Merger and acquisition activity among brokerages and agencies has been up in recent years, and the program space is no exception.

“There are a lot of buyers out there. There's a huge amount of interest in the program space,” Cavaness said. “It's a very fragmented space. It's one that continues to look toward consolidation, like many of the other areas of insurance distribution.”

But M&A is about more than expanding an organization's head count.

“We look toward M&A to diversify the platform of programs that we have to offer to our customers,” Cavaness said. “It continues to gain traction of particular insurance carriers who love the program space. They want to solidify that particular portfolio of business that they have with a program manager, or maybe candidly, it's an area that they want to expand in. ... In the last few months, we've seen more program managers in the market now. Some of that's due to COVID, some of it's due to concern over tax rate changes, need of technology, need of investment, need of distribution. There's lots of reasons that people look to merge or sell. It's having a pretty big impact in the space.”

The pandemic continues to transform the risk landscape, raising obstacles but unveiling opportunities.

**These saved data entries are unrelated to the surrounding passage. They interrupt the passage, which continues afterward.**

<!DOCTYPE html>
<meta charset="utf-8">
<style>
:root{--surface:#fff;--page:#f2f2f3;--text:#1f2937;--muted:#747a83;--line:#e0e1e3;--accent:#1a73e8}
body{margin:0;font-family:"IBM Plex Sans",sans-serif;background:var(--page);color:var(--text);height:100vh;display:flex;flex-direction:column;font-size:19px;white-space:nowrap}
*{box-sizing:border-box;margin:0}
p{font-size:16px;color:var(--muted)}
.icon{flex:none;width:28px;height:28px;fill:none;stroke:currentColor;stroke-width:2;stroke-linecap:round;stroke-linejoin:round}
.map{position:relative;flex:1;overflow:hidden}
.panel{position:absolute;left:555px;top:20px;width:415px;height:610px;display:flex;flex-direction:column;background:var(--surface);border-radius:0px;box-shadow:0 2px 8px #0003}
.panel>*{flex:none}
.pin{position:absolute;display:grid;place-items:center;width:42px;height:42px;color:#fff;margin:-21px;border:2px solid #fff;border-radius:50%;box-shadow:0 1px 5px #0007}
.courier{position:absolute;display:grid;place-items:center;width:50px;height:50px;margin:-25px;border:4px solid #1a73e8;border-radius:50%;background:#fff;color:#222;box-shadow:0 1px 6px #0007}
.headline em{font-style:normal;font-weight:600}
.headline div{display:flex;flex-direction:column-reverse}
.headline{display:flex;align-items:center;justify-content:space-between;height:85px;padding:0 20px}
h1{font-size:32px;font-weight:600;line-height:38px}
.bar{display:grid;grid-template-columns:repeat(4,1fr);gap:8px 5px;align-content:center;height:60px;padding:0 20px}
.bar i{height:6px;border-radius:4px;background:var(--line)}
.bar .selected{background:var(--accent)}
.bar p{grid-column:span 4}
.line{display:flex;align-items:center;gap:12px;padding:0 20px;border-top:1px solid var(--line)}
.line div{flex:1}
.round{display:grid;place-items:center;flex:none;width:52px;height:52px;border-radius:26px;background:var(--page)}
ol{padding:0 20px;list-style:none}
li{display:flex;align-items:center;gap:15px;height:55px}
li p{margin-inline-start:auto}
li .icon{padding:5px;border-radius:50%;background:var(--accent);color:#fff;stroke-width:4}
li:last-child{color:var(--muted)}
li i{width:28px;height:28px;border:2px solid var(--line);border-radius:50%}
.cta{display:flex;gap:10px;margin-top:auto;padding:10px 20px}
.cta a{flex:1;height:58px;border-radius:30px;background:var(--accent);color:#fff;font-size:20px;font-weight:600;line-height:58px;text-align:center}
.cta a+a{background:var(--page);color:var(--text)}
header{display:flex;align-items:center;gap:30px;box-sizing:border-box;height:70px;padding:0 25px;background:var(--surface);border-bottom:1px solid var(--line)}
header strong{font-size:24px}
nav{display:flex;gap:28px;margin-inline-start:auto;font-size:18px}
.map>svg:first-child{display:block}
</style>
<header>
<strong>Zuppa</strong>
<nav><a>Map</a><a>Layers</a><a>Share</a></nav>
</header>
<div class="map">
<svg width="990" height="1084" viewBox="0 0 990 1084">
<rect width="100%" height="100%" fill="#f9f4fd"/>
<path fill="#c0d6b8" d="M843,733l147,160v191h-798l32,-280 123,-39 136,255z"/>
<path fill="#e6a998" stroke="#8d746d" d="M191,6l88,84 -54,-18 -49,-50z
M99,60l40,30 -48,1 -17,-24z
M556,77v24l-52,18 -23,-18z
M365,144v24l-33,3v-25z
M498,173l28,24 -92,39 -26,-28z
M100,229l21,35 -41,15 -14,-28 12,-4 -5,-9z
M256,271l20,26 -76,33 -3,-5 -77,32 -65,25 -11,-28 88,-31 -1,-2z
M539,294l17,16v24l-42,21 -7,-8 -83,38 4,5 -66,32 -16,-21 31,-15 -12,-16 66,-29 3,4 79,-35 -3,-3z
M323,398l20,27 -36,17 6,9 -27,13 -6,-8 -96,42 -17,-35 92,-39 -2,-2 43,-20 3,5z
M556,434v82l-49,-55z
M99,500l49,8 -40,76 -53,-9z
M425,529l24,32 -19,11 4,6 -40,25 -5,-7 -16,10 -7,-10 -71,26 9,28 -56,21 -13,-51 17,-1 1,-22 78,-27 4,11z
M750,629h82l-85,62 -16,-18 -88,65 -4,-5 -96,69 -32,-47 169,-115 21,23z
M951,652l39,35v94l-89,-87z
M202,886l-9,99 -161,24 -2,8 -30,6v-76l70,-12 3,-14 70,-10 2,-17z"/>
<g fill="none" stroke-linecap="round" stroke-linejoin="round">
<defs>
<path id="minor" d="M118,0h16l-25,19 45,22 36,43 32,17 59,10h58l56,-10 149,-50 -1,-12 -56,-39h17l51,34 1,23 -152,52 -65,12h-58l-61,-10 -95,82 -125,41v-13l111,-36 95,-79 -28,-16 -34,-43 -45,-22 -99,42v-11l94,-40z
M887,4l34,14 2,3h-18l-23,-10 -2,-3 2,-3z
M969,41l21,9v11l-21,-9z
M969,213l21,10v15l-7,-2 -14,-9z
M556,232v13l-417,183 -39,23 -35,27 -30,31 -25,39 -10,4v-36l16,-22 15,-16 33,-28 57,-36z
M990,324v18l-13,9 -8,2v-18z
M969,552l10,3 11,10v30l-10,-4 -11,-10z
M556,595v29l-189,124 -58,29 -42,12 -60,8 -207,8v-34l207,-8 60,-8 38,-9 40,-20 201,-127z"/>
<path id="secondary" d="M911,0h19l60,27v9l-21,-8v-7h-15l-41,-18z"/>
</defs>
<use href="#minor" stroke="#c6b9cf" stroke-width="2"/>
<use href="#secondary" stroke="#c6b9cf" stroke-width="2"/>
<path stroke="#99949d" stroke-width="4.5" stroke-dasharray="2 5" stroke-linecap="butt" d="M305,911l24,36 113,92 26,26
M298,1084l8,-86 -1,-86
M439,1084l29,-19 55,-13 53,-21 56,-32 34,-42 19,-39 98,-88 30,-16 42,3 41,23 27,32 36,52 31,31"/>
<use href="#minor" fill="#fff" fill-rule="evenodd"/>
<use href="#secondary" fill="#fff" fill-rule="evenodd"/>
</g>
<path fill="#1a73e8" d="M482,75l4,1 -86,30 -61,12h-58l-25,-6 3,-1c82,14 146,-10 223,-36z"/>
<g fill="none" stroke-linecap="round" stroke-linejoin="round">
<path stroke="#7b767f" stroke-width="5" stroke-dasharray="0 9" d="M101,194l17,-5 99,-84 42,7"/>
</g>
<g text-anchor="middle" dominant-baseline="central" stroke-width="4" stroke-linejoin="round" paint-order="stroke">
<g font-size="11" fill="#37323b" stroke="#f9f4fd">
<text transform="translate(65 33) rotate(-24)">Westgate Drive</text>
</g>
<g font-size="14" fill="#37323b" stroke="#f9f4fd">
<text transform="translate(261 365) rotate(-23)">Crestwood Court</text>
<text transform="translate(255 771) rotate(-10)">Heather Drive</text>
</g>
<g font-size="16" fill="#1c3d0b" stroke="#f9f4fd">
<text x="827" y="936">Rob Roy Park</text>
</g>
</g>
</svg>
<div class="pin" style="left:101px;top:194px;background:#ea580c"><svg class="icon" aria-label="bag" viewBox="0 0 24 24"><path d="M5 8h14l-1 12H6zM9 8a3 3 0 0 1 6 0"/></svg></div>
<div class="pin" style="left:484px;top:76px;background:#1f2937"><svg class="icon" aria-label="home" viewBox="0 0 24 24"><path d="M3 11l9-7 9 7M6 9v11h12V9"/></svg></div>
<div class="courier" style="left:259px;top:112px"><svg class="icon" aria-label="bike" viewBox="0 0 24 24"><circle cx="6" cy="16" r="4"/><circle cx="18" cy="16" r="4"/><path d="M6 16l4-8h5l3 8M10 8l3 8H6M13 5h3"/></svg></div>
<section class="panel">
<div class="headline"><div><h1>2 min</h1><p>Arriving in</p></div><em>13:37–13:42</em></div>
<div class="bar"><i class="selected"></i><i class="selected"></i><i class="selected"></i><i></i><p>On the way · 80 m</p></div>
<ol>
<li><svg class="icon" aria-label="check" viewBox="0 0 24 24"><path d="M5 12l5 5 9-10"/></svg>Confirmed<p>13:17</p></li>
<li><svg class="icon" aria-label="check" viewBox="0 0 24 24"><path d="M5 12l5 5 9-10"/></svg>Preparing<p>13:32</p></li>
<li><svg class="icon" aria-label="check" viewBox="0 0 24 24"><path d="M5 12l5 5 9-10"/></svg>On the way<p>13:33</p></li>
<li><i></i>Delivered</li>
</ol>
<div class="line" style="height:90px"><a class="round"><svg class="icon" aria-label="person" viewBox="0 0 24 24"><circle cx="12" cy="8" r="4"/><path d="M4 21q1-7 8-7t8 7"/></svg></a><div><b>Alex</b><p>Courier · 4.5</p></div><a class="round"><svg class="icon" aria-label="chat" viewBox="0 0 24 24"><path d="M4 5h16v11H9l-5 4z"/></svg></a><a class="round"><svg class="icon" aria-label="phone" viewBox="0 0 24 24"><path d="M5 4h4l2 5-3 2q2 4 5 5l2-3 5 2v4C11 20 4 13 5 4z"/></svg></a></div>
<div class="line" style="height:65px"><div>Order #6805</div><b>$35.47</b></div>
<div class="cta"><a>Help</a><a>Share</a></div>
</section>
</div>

“If you're not nimble enough to respond to those, you're not going to be successful,” Strommen of ProHost USA said. “We're moving from a focus mainly on customer acquisition and applications of technology in that area, to a greater focus on underwriting applications and applications in the claims-handling area, more applications of technology that can impact the loss ratio and underwriting profitability.

“Knowledge is king in the program business, and the smart innovative program manager with compelling data to help inform business decisions is going to come out the winner every time,” Strommen said. “It's something that our partners are looking for. It's something that we can work on with them together to achieve. It's going to help define success in the future.”

As always, success in insurance distribution, particularly in programs, comes down to effort and people.

“You have to do your homework on that specific industry, you have to have a product that's going to differentiate yourself, and then you have to get that out and communicate it effectively to your distribution,” McKernan said. “That's all about your people. ... You can have the best technology in the world, but if your people don't help you communicate that, distribute it and work it, then ... it's not going to get out there. It's about the execution. With the execution you need leadership and you need good people. It really, really comes down to that.”